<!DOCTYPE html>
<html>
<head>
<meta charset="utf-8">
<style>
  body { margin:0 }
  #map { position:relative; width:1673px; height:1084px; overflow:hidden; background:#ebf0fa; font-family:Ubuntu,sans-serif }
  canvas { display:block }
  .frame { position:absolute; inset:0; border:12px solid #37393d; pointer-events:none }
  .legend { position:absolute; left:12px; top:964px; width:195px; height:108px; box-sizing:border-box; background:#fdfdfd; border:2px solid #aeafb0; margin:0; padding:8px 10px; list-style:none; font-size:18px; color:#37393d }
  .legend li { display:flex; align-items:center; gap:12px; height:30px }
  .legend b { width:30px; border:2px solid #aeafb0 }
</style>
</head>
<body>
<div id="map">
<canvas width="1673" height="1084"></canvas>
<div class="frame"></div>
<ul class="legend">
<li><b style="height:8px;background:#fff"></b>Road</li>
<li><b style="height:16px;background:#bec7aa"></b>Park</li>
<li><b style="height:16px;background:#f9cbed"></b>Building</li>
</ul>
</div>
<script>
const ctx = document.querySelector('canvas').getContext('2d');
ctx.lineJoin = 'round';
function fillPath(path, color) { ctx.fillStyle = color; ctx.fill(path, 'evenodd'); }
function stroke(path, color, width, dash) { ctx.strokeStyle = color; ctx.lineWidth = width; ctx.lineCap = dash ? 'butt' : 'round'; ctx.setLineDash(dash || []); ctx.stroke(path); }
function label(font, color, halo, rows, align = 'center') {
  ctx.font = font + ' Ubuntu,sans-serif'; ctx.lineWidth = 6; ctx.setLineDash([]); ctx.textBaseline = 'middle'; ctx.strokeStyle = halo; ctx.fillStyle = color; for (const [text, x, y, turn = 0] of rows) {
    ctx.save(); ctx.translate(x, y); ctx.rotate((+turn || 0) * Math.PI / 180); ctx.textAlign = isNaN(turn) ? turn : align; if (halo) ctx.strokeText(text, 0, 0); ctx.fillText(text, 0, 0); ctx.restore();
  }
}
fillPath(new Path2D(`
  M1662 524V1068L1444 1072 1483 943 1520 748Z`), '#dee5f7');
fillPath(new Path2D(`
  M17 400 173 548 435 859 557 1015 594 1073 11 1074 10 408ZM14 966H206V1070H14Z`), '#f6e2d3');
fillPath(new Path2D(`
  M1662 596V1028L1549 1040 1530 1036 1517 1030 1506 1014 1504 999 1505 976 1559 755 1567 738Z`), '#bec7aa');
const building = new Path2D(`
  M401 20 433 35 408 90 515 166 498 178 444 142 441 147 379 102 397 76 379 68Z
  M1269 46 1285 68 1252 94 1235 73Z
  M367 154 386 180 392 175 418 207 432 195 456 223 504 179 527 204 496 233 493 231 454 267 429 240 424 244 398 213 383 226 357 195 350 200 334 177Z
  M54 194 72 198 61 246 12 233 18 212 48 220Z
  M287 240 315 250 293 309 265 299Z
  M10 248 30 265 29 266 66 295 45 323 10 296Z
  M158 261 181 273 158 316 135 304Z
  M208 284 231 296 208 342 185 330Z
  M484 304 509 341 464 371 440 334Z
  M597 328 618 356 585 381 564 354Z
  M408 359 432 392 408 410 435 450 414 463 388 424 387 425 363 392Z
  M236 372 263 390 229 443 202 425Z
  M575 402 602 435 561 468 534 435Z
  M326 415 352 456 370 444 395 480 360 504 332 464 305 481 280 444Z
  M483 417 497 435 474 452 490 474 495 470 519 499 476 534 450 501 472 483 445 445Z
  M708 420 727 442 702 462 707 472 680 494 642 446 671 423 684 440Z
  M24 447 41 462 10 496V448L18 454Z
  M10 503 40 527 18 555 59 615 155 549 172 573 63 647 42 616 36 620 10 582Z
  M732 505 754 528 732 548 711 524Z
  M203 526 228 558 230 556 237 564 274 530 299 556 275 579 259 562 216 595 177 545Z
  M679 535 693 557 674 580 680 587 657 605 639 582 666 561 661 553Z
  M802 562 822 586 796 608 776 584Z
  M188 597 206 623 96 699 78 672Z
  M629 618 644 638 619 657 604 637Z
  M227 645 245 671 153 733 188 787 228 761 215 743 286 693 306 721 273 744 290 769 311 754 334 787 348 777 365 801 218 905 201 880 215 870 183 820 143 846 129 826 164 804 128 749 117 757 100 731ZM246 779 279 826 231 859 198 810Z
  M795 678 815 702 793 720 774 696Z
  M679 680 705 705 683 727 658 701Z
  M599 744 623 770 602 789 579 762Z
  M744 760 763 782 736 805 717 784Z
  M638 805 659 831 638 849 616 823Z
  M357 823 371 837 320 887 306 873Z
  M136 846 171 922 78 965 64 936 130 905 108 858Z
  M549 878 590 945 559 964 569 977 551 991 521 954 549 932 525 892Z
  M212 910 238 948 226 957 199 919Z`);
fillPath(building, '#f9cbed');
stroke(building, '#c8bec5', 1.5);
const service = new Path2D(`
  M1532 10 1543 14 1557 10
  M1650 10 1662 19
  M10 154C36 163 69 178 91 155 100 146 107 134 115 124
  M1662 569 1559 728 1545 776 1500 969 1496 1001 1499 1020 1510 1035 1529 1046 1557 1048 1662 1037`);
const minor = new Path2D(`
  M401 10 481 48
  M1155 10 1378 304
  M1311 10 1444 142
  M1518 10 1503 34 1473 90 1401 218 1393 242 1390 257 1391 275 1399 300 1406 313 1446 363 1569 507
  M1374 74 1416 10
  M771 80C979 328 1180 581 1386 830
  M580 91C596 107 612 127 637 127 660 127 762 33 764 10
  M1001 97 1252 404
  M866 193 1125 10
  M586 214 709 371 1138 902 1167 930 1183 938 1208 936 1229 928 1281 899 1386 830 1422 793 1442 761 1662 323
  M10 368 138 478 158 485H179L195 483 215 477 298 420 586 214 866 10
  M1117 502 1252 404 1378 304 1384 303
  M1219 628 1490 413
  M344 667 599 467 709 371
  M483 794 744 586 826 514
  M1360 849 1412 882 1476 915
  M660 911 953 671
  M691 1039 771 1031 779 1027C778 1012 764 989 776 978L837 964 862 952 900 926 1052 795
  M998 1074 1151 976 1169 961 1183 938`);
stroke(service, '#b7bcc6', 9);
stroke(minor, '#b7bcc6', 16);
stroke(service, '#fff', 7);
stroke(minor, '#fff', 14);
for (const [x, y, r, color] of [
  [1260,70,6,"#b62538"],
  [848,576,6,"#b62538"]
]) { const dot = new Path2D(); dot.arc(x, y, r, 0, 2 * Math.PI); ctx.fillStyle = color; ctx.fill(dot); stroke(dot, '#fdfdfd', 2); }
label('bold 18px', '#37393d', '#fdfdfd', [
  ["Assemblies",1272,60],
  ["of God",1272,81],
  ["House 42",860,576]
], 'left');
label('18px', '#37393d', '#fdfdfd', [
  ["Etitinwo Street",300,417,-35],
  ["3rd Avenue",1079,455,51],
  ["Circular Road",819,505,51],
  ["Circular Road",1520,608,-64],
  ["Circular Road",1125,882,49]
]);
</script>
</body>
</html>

· · ·

*Exercise instructions*:
Wherever the string "setLineDash" appears in the records, copy the whole line.

*Problem solution*:
function stroke(path, color, width, dash) { ctx.strokeStyle = color; ctx.lineWidth = width; ctx.lineCap = dash ? 'butt' : 'round'; ctx.setLineDash(dash || []); ctx.stroke(path); }
  ctx.font = font + ' Ubuntu,sans-serif'; ctx.lineWidth = 6; ctx.setLineDash([]); ctx.textBaseline = 'middle'; ctx.strokeStyle = halo; ctx.fillStyle = color; for (const [text, x, y, turn = 0] of rows) {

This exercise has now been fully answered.